I also had the privilege in going to the Melting Pot and having a gluten-free meal. In Pittsburgh,PA at Station Square is the one I went to. I called them ahead to see if I could bring my own bread on, which i did. They they preceded to cut up my bread to little square pieces just like the regular ones. Also, the waitress knew exactly how to make a gluten-free (no beer or flour) cheese fondue. She was very careful about it.. I'll never forget that wonderful experience. I can't wait to go again! It is pricey there, but well worth it. :D


We had a similar experience at the Melting Pot in Lexington, KY last night when we celebrated our anniversary. I called ahead to inquire about the gluten-free menu. At first the response was a bit hesitant, but then she said she would do the research and call or email me back. Less than 24 hours later, I received the following email:

Recently the Melting Pot changed the bouillon they carried to a gluten-free recipe so that consumers like yourself could enjoy all that we have to offer instead of just the bourginnone cooking style (canola oil). Now every cooking style is available to you: Coq au Vin, Mojo, Court Bouillon, and as always, canola oil. We can also use certain brands of corn starch or potato starch (do you know where I can find this?

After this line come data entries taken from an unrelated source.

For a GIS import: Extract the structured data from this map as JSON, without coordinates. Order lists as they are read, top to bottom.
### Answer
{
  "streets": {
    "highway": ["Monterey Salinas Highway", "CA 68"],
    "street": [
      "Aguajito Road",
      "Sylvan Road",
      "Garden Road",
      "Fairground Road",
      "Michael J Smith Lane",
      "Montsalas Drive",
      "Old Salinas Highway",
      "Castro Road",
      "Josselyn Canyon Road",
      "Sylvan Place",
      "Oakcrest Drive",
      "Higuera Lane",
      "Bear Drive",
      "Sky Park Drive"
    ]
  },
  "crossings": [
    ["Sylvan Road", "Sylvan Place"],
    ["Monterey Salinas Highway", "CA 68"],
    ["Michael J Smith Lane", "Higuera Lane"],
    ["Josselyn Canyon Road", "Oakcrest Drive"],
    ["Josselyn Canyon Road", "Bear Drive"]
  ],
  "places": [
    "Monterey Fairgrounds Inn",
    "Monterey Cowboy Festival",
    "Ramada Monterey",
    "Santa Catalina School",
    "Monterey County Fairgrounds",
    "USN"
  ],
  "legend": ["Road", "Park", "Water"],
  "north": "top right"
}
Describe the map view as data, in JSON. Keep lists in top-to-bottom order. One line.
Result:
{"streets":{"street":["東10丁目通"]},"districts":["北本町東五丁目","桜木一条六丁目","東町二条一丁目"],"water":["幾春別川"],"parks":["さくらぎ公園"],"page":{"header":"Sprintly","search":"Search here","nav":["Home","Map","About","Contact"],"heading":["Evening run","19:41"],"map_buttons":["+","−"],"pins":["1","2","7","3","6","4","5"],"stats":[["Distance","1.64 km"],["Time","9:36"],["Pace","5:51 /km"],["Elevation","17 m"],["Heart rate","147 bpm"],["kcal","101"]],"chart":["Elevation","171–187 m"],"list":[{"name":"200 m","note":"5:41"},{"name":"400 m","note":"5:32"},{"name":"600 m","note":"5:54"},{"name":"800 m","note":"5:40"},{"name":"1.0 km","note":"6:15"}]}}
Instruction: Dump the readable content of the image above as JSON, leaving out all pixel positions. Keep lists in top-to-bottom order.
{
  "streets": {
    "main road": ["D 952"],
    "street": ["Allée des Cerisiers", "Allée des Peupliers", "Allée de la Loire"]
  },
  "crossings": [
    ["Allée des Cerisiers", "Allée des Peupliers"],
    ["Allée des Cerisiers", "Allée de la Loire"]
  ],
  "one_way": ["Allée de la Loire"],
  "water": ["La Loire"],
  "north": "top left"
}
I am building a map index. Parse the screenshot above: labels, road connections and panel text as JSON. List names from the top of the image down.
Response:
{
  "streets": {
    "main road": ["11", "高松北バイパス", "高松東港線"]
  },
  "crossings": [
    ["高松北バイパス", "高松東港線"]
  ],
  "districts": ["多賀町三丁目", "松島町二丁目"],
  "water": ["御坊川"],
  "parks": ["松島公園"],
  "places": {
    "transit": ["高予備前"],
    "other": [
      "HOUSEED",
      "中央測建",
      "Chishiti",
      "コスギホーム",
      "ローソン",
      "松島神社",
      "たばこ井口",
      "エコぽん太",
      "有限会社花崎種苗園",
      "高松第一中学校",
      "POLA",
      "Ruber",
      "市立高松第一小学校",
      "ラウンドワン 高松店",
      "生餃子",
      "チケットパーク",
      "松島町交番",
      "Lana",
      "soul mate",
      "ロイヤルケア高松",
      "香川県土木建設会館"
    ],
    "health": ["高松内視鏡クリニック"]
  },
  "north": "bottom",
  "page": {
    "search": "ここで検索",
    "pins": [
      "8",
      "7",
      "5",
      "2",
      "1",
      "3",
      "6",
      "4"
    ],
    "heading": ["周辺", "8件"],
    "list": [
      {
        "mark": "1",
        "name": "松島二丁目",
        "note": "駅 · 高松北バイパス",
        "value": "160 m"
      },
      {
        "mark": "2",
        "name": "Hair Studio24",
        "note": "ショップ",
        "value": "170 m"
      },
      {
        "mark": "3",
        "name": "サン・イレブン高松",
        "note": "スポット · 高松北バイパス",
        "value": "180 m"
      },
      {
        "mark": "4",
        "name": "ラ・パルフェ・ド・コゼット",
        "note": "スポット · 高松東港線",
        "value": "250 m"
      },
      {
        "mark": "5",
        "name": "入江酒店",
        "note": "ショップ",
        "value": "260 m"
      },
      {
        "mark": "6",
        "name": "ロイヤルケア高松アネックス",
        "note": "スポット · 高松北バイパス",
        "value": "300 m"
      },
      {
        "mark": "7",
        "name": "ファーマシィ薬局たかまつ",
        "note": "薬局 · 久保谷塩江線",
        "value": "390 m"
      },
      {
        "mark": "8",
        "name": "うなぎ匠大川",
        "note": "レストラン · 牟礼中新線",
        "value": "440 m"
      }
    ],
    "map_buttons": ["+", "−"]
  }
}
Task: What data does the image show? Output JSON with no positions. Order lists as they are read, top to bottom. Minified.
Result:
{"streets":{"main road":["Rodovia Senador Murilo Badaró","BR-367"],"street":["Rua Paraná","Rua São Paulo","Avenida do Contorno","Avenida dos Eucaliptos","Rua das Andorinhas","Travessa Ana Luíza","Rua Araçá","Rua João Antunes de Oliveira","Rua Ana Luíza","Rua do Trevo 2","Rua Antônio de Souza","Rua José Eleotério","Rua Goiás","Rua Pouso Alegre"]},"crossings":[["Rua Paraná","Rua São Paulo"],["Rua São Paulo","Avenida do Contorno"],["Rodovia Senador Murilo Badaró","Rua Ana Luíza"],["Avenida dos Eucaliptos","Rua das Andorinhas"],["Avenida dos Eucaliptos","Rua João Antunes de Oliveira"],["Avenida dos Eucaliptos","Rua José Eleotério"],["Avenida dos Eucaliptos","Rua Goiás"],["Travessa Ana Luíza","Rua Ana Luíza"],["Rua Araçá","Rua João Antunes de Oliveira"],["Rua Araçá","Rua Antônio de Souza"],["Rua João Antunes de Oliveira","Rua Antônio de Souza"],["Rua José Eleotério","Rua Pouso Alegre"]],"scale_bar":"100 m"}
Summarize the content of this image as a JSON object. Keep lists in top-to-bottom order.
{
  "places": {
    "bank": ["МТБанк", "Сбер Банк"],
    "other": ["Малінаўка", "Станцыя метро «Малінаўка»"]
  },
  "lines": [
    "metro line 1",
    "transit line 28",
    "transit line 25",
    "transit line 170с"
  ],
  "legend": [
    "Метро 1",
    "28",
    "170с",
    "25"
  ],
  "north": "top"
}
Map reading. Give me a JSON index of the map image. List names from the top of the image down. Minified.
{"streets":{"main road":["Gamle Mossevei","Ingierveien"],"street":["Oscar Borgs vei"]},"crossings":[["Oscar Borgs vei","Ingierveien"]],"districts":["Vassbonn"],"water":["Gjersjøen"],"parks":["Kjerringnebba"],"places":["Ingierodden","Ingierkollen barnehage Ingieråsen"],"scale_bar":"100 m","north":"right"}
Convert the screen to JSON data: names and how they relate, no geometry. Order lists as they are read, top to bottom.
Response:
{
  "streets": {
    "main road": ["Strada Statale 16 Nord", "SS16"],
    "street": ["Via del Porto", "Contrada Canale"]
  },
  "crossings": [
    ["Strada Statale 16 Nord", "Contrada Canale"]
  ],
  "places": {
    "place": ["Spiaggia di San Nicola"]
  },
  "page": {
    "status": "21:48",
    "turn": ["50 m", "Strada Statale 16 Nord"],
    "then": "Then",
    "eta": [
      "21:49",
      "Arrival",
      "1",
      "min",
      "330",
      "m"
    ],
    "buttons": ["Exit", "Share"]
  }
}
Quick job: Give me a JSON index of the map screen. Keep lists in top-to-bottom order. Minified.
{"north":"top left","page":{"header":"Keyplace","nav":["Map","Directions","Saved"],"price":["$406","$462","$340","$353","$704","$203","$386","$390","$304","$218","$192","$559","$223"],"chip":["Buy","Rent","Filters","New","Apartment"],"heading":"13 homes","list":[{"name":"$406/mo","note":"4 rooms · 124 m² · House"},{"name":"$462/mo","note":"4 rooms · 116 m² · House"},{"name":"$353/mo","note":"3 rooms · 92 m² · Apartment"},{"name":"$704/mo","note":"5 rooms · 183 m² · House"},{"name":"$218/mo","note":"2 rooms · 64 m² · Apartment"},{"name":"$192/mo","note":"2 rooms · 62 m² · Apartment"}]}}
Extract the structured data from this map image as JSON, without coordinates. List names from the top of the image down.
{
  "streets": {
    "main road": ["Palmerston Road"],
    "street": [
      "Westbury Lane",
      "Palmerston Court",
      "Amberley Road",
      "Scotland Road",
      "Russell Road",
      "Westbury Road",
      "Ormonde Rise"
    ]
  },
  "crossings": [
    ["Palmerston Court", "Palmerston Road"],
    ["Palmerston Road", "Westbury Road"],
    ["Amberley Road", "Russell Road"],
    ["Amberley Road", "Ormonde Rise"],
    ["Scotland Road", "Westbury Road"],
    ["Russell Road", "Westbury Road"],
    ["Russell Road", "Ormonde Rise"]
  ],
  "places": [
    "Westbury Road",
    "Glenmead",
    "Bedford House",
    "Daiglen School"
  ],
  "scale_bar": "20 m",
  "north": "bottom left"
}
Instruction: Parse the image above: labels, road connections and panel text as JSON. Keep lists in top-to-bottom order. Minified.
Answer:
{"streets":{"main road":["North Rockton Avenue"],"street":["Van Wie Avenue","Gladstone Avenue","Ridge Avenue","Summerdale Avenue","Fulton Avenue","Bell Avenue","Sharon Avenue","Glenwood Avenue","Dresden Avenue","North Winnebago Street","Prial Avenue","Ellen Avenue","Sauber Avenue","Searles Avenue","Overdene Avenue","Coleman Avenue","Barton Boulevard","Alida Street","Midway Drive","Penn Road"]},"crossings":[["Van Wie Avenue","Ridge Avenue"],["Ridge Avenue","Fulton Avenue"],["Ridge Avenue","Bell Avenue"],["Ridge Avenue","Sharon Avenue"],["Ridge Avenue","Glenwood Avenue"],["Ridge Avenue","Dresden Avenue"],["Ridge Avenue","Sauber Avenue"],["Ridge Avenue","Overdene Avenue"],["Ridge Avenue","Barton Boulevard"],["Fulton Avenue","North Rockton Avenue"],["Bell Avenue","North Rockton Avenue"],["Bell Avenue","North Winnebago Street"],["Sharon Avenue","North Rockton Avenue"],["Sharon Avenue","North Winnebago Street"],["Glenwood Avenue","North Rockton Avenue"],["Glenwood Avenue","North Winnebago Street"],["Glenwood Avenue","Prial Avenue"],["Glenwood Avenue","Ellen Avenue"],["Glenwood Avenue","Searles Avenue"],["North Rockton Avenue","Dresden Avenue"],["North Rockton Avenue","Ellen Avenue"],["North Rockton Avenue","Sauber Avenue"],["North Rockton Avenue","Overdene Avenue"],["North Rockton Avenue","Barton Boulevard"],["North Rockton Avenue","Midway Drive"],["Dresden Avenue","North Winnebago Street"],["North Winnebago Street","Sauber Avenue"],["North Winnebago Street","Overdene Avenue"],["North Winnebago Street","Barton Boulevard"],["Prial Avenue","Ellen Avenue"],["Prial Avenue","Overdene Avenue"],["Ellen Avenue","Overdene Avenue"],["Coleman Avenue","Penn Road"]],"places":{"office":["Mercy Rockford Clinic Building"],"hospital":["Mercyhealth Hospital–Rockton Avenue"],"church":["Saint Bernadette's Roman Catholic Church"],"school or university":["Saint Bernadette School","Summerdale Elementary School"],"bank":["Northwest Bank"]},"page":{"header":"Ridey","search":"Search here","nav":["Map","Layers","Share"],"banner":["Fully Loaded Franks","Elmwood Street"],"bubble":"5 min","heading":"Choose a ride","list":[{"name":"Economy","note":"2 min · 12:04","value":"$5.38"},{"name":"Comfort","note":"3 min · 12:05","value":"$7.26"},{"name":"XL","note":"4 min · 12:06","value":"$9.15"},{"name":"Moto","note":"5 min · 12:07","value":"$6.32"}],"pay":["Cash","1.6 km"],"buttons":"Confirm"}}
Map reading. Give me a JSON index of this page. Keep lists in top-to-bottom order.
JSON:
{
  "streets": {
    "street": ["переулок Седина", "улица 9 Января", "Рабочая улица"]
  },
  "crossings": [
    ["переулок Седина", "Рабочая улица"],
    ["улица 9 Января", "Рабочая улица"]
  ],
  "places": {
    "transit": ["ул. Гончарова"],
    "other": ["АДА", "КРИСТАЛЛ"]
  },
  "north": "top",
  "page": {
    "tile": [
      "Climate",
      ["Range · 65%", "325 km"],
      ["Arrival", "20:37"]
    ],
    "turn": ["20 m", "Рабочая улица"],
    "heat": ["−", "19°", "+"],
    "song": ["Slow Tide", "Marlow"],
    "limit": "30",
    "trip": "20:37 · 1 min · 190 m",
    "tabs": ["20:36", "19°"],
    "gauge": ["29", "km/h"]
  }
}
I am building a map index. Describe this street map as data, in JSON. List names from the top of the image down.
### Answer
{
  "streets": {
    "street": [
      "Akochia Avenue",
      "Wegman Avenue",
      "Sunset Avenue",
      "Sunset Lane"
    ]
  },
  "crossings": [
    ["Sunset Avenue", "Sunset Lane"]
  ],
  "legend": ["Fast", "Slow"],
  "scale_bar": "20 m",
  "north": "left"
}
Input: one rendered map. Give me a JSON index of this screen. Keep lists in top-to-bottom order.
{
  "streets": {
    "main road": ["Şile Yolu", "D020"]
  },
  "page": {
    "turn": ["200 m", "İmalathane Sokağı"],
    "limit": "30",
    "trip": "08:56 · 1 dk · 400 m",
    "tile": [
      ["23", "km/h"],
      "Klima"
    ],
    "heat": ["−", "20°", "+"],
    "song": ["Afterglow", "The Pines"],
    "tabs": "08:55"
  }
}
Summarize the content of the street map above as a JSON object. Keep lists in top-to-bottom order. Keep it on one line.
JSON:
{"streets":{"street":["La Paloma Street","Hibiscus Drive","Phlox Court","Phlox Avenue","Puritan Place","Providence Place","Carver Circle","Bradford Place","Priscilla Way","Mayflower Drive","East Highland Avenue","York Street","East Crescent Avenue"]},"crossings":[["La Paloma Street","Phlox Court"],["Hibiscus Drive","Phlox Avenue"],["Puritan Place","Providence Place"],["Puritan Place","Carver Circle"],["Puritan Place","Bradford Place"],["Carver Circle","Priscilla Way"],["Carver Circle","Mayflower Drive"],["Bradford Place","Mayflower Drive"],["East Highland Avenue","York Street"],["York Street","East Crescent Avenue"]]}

Whole Foods?) that are gluten-free as well to 'flour' the cheese for the cheese fondue that you may order. (My favorite is the Caribbean cheese that we are featuring until the end of the month!)

I'm sorry that I couldn't be of assistance earlier, I just didn't want to tell you something wrong and not be able to accomodate your needs when you arrived.

Here is a list of items that you do not want to order however, as they are on the allergen list that we have made:
-Bread as a dipper with your cheese--you may get more dippers of any sort though to substitute!
-Croutons and Caesar dressing
-Teriyaki Sirloin
-Potstickers (These only come on the Pacific Rim but can be substituted as well as anything else)
-any ravioli
-Teriyaki Sauce
-Sesame and Tempura batters
-Cookies & Cream Marshmallow Dream
-Chocolate S'mores
-Cheesecake
-Brownies
-Pound Cake
-Graham Crackers
-Oreo Crusted Marshmallows
-Oreo crumbs

For your dessert dipper plate you can get all strawberries, we also carry fresh pineapple which is awesome in dark chocolate.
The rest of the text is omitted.